When a high electrically resistant sleeve (hereinafter, referred to
as "high resistant sleeve") is applied to a mono-component
developing system as a toner transport member, fine lines can be
reproduced in high density in spite of small .DELTA.V, taking
advantage of edge effects. On the other hand, when solid images are
reproduced in high density, large .DELTA.V is needed. Therefore,
when fine lines are reproduced at such large .DELTA.V as solid
images are reproduced in high density, there are formed smoothless
and flatless line images constituted of an excessive amount of
toner. The application of a high resistant sleeve can not achieve
the compatibility of the reproductions of both fine line images
with sharp edges and solid images of high density.
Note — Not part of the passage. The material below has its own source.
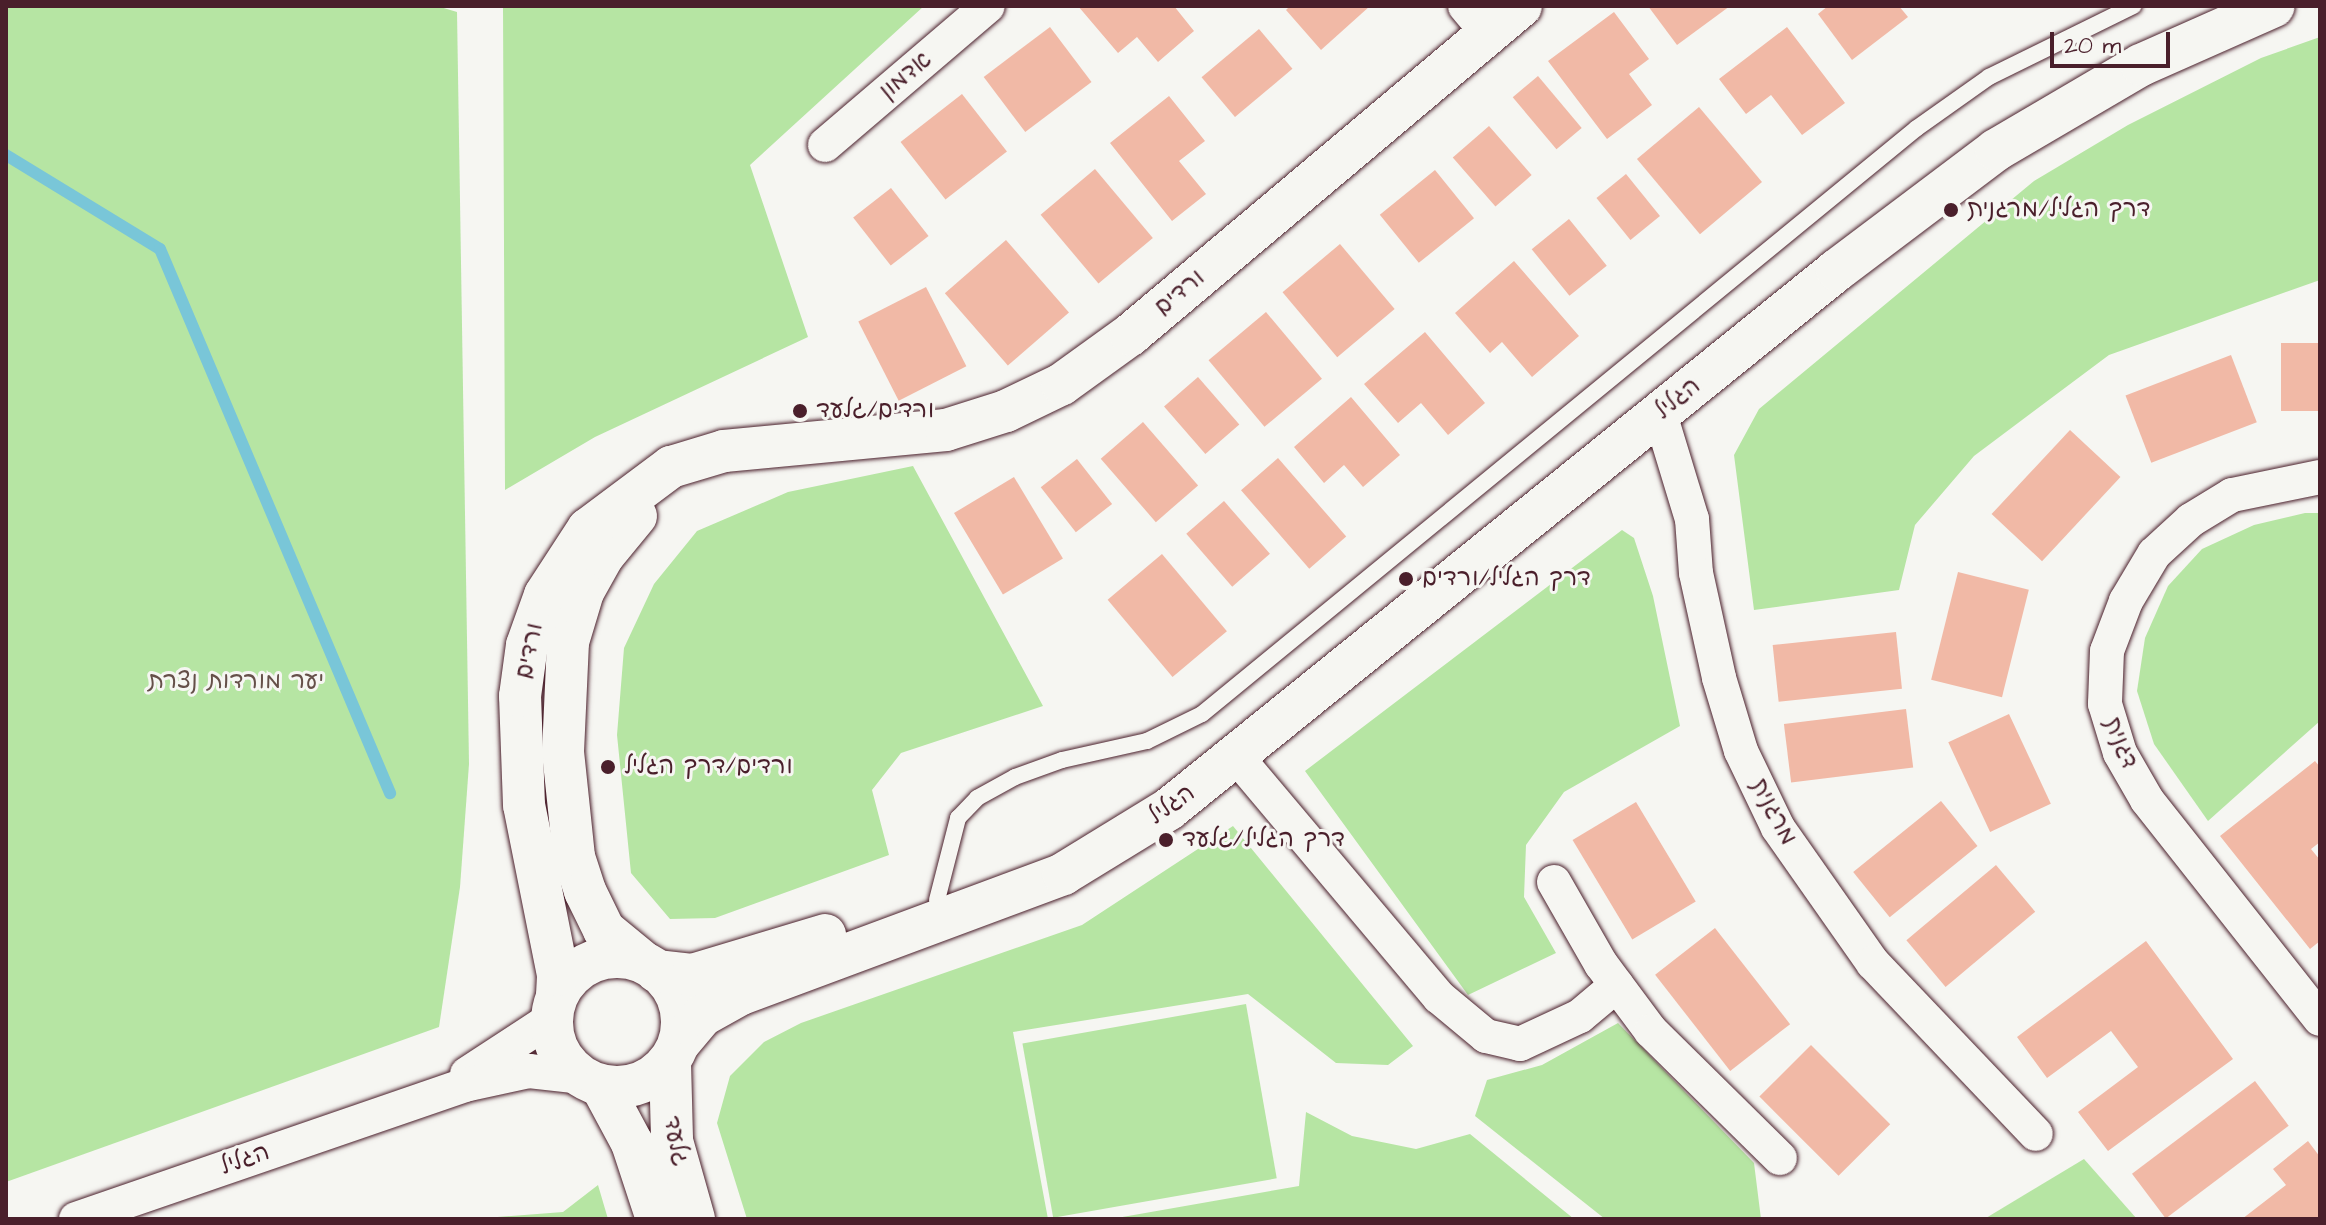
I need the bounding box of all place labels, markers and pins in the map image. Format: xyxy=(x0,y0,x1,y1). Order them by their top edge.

When a low electrically resistant sleeve (hereinafter, referred to
as "low resistant sleeve") is applied to a mono-component
developing system as a toner transport member, solid images can be
reproduced in high density at narrower .DELTA.V than a high
resistant sleeve. However, because a low resistant sleeve display
little edge effects, it needs large .DELTA.V for the reproduction
of fine lines with sharp edges. Further, higher bias voltage is
applied than necessary in order to get large .DELTA.V, a
photoreceptor and a toner transport member and the like are
affected adversely.
A mono-component copying machine is generally used at low copying
speed. Even if the copying speed is simply adjusted high, copied
images with sufficient density are not formed.
SUMMARY OF THE INVENTION
The object of the invention is to provide a mono-component
developing device for electrostatic latent images which can
reproduce both line images with sharp edge and solid images with
sufficient density.
The further object of the invention is to provide a mono-component
developing device for electrostatic latent images which can
reproduce good line and solid images at high speed as well as at
low speed.
Further object of the present invention is to provide a
mono-component developing device for electrostatic latent images
wherein both line images and solid images are formed in high
density and clearly without fogs on a ground, taking advantage of
edge effects.
The above objects of the invention are achieved in combination of
two developing sleeves having different electric conductivity.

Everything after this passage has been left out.